**TASK PROMPT:**
Below are entries; copy exactly the lines from the one with "Describe the image" through the one with "Task: Extract the", both included, and leave out the rest.

Start of Block

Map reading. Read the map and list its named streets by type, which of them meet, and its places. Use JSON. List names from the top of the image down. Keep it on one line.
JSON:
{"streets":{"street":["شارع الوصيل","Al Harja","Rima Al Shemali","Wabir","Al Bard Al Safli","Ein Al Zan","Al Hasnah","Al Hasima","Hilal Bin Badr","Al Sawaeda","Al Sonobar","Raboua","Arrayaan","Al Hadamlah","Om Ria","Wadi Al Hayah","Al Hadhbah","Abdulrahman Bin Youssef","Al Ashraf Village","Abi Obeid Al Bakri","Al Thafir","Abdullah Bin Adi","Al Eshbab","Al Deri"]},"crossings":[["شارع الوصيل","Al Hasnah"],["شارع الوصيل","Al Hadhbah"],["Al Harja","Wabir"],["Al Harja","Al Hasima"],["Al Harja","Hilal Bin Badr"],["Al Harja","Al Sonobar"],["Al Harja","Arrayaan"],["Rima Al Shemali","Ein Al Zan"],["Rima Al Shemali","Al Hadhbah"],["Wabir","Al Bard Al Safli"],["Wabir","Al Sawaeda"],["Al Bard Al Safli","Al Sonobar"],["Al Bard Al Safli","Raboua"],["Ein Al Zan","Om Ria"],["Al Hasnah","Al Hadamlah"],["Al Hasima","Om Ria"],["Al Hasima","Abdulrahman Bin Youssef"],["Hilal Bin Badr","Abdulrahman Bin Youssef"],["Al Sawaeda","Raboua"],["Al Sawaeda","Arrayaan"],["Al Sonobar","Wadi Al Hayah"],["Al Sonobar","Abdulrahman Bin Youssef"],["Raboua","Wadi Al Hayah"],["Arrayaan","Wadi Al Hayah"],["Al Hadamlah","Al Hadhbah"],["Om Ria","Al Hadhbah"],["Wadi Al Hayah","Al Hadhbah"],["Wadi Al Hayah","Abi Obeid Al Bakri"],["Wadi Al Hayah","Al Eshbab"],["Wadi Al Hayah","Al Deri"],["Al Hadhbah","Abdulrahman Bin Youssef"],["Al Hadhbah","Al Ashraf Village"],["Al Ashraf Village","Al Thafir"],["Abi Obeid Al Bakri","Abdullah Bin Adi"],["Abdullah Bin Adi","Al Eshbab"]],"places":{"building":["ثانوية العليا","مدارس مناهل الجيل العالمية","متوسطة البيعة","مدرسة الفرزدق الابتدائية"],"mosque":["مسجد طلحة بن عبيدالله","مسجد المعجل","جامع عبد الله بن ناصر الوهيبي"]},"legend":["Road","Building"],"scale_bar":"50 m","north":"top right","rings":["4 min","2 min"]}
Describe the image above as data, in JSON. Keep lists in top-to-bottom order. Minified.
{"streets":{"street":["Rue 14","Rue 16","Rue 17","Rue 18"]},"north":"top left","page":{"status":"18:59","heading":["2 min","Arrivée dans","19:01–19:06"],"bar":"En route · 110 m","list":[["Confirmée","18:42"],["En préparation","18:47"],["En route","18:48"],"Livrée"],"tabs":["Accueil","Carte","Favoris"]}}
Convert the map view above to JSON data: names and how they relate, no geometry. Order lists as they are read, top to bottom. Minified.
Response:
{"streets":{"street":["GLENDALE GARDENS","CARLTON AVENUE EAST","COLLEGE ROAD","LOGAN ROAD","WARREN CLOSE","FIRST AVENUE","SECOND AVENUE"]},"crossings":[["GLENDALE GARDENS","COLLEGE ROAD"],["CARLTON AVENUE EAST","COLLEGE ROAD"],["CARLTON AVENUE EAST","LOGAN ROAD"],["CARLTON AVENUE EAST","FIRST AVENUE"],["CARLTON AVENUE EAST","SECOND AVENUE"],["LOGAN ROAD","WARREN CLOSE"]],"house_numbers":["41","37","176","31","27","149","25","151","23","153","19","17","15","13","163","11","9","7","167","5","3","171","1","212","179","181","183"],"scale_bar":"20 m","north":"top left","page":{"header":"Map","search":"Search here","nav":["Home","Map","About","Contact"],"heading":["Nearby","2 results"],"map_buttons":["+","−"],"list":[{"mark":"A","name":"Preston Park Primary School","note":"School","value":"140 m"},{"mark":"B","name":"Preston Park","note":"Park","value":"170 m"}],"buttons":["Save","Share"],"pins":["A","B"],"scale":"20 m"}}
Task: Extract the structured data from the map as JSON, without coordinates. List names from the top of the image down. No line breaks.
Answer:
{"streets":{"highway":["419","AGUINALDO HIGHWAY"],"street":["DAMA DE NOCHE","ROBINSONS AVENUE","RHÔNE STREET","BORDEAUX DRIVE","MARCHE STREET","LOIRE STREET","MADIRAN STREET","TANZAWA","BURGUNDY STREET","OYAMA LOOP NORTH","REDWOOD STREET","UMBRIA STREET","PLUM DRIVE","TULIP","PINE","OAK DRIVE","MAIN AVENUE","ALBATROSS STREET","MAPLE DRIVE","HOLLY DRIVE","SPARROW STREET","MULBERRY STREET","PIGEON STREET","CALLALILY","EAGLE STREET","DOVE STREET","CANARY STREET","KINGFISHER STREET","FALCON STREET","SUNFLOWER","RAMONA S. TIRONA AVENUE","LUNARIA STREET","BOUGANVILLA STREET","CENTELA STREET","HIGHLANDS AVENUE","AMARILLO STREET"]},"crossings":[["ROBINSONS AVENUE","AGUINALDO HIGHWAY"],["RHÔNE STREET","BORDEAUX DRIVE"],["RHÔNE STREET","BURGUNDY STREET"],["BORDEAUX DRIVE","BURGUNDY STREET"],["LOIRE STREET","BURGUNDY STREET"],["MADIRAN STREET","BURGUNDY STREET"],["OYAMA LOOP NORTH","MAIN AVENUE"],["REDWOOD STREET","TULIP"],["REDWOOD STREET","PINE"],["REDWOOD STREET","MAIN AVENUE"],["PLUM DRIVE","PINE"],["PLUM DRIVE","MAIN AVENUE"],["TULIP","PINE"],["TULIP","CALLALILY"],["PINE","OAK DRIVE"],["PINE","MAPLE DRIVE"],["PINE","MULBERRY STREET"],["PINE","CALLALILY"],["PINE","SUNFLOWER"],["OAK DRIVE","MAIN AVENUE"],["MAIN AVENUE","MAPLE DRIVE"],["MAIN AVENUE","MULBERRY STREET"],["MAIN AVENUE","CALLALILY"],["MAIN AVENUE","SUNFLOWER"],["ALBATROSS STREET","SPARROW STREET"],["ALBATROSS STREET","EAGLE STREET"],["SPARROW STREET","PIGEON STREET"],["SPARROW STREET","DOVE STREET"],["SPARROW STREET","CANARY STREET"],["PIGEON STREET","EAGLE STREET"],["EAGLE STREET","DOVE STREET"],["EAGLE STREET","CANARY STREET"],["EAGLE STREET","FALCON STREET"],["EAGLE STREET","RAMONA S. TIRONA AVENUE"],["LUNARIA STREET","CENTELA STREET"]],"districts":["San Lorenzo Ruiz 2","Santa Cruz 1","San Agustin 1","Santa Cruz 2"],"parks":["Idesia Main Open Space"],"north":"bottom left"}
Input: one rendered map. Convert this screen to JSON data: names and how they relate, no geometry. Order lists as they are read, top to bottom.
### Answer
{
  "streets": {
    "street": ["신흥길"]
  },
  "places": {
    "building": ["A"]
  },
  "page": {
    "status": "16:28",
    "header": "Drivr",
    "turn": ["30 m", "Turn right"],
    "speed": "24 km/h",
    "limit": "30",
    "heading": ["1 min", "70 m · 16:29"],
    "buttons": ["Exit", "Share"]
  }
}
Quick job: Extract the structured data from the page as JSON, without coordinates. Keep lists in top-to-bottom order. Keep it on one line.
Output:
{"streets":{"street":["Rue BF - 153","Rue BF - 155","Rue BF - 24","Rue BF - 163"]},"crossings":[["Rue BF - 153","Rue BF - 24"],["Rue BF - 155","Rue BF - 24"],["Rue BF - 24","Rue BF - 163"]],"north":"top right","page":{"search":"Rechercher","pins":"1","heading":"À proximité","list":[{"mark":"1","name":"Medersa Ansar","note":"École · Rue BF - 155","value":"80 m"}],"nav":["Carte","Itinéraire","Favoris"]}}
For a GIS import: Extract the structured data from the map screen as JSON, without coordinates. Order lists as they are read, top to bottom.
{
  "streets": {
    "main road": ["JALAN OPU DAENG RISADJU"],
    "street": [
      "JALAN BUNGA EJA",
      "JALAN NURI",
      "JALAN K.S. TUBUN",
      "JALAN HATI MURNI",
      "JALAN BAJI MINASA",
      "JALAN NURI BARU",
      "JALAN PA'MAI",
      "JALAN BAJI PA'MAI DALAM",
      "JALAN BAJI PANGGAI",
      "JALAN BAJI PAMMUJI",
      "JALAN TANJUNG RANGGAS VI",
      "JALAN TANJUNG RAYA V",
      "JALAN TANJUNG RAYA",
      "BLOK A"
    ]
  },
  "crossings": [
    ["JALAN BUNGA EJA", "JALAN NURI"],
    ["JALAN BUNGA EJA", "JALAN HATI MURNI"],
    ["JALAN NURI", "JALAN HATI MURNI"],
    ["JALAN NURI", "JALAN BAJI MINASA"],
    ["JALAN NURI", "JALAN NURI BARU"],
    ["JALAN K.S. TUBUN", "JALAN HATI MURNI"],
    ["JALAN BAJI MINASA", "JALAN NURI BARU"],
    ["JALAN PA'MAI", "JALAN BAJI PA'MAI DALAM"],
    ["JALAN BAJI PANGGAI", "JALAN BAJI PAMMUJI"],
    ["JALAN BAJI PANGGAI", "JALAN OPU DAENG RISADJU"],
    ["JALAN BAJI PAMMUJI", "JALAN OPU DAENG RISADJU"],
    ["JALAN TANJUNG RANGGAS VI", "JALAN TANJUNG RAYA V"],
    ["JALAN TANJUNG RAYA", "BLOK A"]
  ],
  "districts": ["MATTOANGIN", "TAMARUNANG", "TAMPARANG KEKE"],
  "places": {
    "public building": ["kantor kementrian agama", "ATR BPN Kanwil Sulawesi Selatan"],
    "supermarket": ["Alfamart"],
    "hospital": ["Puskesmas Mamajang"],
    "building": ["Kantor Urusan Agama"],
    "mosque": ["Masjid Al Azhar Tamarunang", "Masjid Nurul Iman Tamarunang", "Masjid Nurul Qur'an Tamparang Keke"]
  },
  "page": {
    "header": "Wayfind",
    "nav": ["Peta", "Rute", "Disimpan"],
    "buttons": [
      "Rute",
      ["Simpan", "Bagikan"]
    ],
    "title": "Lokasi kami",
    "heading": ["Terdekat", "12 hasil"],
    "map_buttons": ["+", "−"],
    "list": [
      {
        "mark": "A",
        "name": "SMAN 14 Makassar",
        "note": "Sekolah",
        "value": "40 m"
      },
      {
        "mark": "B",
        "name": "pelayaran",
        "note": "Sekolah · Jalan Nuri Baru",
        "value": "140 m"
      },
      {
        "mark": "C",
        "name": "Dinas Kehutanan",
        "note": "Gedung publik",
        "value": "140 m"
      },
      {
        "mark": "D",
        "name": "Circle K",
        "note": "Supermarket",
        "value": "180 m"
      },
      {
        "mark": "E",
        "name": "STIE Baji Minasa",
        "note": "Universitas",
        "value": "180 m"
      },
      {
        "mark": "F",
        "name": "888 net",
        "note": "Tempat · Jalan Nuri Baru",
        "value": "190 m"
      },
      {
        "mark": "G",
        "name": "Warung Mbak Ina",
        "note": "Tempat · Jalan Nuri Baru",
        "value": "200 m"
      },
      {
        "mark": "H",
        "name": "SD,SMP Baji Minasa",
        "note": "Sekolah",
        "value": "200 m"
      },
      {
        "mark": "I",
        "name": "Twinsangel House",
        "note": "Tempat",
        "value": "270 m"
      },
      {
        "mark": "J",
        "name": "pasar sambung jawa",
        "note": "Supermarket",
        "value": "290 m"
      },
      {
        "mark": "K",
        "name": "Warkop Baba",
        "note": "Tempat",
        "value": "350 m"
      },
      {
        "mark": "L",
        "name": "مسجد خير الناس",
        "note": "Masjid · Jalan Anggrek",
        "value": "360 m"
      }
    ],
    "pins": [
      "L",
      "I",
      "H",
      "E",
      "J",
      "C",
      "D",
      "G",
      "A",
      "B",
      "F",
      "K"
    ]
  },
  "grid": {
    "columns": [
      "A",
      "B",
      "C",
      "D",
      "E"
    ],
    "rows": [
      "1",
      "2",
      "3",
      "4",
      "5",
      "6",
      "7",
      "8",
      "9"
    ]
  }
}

End of Block

**OUTPUT BELOW:**
Describe the image above as data, in JSON. Keep lists in top-to-bottom order. Minified.
{"streets":{"street":["Rue 14","Rue 16","Rue 17","Rue 18"]},"north":"top left","page":{"status":"18:59","heading":["2 min","Arrivée dans","19:01–19:06"],"bar":"En route · 110 m","list":[["Confirmée","18:42"],["En préparation","18:47"],["En route","18:48"],"Livrée"],"tabs":["Accueil","Carte","Favoris"]}}
Convert the map view above to JSON data: names and how they relate, no geometry. Order lists as they are read, top to bottom. Minified.
Response:
{"streets":{"street":["GLENDALE GARDENS","CARLTON AVENUE EAST","COLLEGE ROAD","LOGAN ROAD","WARREN CLOSE","FIRST AVENUE","SECOND AVENUE"]},"crossings":[["GLENDALE GARDENS","COLLEGE ROAD"],["CARLTON AVENUE EAST","COLLEGE ROAD"],["CARLTON AVENUE EAST","LOGAN ROAD"],["CARLTON AVENUE EAST","FIRST AVENUE"],["CARLTON AVENUE EAST","SECOND AVENUE"],["LOGAN ROAD","WARREN CLOSE"]],"house_numbers":["41","37","176","31","27","149","25","151","23","153","19","17","15","13","163","11","9","7","167","5","3","171","1","212","179","181","183"],"scale_bar":"20 m","north":"top left","page":{"header":"Map","search":"Search here","nav":["Home","Map","About","Contact"],"heading":["Nearby","2 results"],"map_buttons":["+","−"],"list":[{"mark":"A","name":"Preston Park Primary School","note":"School","value":"140 m"},{"mark":"B","name":"Preston Park","note":"Park","value":"170 m"}],"buttons":["Save","Share"],"pins":["A","B"],"scale":"20 m"}}
Task: Extract the structured data from the map as JSON, without coordinates. List names from the top of the image down. No line breaks.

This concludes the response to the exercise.